--- EXERCISE INSTRUCTIONS ---
Down to the last character, repeat the data that follows.

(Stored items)
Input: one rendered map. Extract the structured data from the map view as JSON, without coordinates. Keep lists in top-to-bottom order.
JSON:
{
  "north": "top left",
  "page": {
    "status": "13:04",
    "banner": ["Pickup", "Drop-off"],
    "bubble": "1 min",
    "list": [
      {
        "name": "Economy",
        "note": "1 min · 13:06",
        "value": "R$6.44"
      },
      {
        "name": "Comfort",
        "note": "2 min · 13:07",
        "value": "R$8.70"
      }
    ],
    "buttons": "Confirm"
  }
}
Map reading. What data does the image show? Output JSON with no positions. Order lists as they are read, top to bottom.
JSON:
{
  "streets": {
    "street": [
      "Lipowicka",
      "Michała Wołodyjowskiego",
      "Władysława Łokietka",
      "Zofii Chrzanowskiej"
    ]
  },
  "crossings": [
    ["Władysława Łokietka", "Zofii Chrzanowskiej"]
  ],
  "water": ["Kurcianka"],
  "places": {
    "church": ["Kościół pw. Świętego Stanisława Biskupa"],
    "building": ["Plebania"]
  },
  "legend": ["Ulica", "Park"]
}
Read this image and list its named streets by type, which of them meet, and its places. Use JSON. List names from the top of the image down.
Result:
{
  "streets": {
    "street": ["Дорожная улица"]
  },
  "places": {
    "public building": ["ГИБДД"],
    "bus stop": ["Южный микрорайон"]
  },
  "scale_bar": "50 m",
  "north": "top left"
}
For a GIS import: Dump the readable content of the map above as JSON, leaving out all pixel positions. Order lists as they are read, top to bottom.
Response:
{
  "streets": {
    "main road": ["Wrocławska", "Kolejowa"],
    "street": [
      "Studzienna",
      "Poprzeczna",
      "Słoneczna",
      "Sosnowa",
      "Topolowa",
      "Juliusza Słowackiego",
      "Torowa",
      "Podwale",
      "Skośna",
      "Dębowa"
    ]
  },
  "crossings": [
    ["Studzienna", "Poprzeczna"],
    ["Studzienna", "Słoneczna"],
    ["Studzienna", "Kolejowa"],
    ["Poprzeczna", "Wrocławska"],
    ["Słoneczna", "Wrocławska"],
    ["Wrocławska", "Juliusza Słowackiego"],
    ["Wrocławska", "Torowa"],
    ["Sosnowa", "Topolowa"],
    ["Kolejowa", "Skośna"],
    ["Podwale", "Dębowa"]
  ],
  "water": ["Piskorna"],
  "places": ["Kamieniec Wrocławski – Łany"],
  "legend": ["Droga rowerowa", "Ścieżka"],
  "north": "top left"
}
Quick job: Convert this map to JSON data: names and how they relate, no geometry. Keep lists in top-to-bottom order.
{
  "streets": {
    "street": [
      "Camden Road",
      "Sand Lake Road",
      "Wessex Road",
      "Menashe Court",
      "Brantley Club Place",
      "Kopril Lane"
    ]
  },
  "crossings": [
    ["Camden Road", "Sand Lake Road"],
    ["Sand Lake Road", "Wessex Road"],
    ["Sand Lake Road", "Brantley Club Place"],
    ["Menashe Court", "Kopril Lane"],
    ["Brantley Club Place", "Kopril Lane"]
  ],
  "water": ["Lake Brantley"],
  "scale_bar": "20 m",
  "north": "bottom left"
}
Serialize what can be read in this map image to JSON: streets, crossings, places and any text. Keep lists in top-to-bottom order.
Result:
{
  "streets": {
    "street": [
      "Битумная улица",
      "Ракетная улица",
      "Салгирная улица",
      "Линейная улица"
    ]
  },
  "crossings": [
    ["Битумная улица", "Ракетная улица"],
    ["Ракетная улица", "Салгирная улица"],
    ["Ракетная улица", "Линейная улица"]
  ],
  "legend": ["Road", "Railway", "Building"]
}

--- EXERCISE SOLUTION ---
Input: one rendered map. Extract the structured data from the map view as JSON, without coordinates. Keep lists in top-to-bottom order.
JSON:
{
  "north": "top left",
  "page": {
    "status": "13:04",
    "banner": ["Pickup", "Drop-off"],
    "bubble": "1 min",
    "list": [
      {
        "name": "Economy",
        "note": "1 min · 13:06",
        "value": "R$6.44"
      },
      {
        "name": "Comfort",
        "note": "2 min · 13:07",
        "value": "R$8.70"
      }
    ],
    "buttons": "Confirm"
  }
}
Map reading. What data does the image show? Output JSON with no positions. Order lists as they are read, top to bottom.
JSON:
{
  "streets": {
    "street": [
      "Lipowicka",
      "Michała Wołodyjowskiego",
      "Władysława Łokietka",
      "Zofii Chrzanowskiej"
    ]
  },
  "crossings": [
    ["Władysława Łokietka", "Zofii Chrzanowskiej"]
  ],
  "water": ["Kurcianka"],
  "places": {
    "church": ["Kościół pw. Świętego Stanisława Biskupa"],
    "building": ["Plebania"]
  },
  "legend": ["Ulica", "Park"]
}
Read this image and list its named streets by type, which of them meet, and its places. Use JSON. List names from the top of the image down.
Result:
{
  "streets": {
    "street": ["Дорожная улица"]
  },
  "places": {
    "public building": ["ГИБДД"],
    "bus stop": ["Южный микрорайон"]
  },
  "scale_bar": "50 m",
  "north": "top left"
}
For a GIS import: Dump the readable content of the map above as JSON, leaving out all pixel positions. Order lists as they are read, top to bottom.
Response:
{
  "streets": {
    "main road": ["Wrocławska", "Kolejowa"],
    "street": [
      "Studzienna",
      "Poprzeczna",
      "Słoneczna",
      "Sosnowa",
      "Topolowa",
      "Juliusza Słowackiego",
      "Torowa",
      "Podwale",
      "Skośna",
      "Dębowa"
    ]
  },
  "crossings": [
    ["Studzienna", "Poprzeczna"],
    ["Studzienna", "Słoneczna"],
    ["Studzienna", "Kolejowa"],
    ["Poprzeczna", "Wrocławska"],
    ["Słoneczna", "Wrocławska"],
    ["Wrocławska", "Juliusza Słowackiego"],
    ["Wrocławska", "Torowa"],
    ["Sosnowa", "Topolowa"],
    ["Kolejowa", "Skośna"],
    ["Podwale", "Dębowa"]
  ],
  "water": ["Piskorna"],
  "places": ["Kamieniec Wrocławski – Łany"],
  "legend": ["Droga rowerowa", "Ścieżka"],
  "north": "top left"
}
Quick job: Convert this map to JSON data: names and how they relate, no geometry. Keep lists in top-to-bottom order.
{
  "streets": {
    "street": [
      "Camden Road",
      "Sand Lake Road",
      "Wessex Road",
      "Menashe Court",
      "Brantley Club Place",
      "Kopril Lane"
    ]
  },
  "crossings": [
    ["Camden Road", "Sand Lake Road"],
    ["Sand Lake Road", "Wessex Road"],
    ["Sand Lake Road", "Brantley Club Place"],
    ["Menashe Court", "Kopril Lane"],
    ["Brantley Club Place", "Kopril Lane"]
  ],
  "water": ["Lake Brantley"],
  "scale_bar": "20 m",
  "north": "bottom left"
}
Serialize what can be read in this map image to JSON: streets, crossings, places and any text. Keep lists in top-to-bottom order.
Result:
{
  "streets": {
    "street": [
      "Битумная улица",
      "Ракетная улица",
      "Салгирная улица",
      "Линейная улица"
    ]
  },
  "crossings": [
    ["Битумная улица", "Ракетная улица"],
    ["Ракетная улица", "Салгирная улица"],
    ["Ракетная улица", "Линейная улица"]
  ],
  "legend": ["Road", "Railway", "Building"]
}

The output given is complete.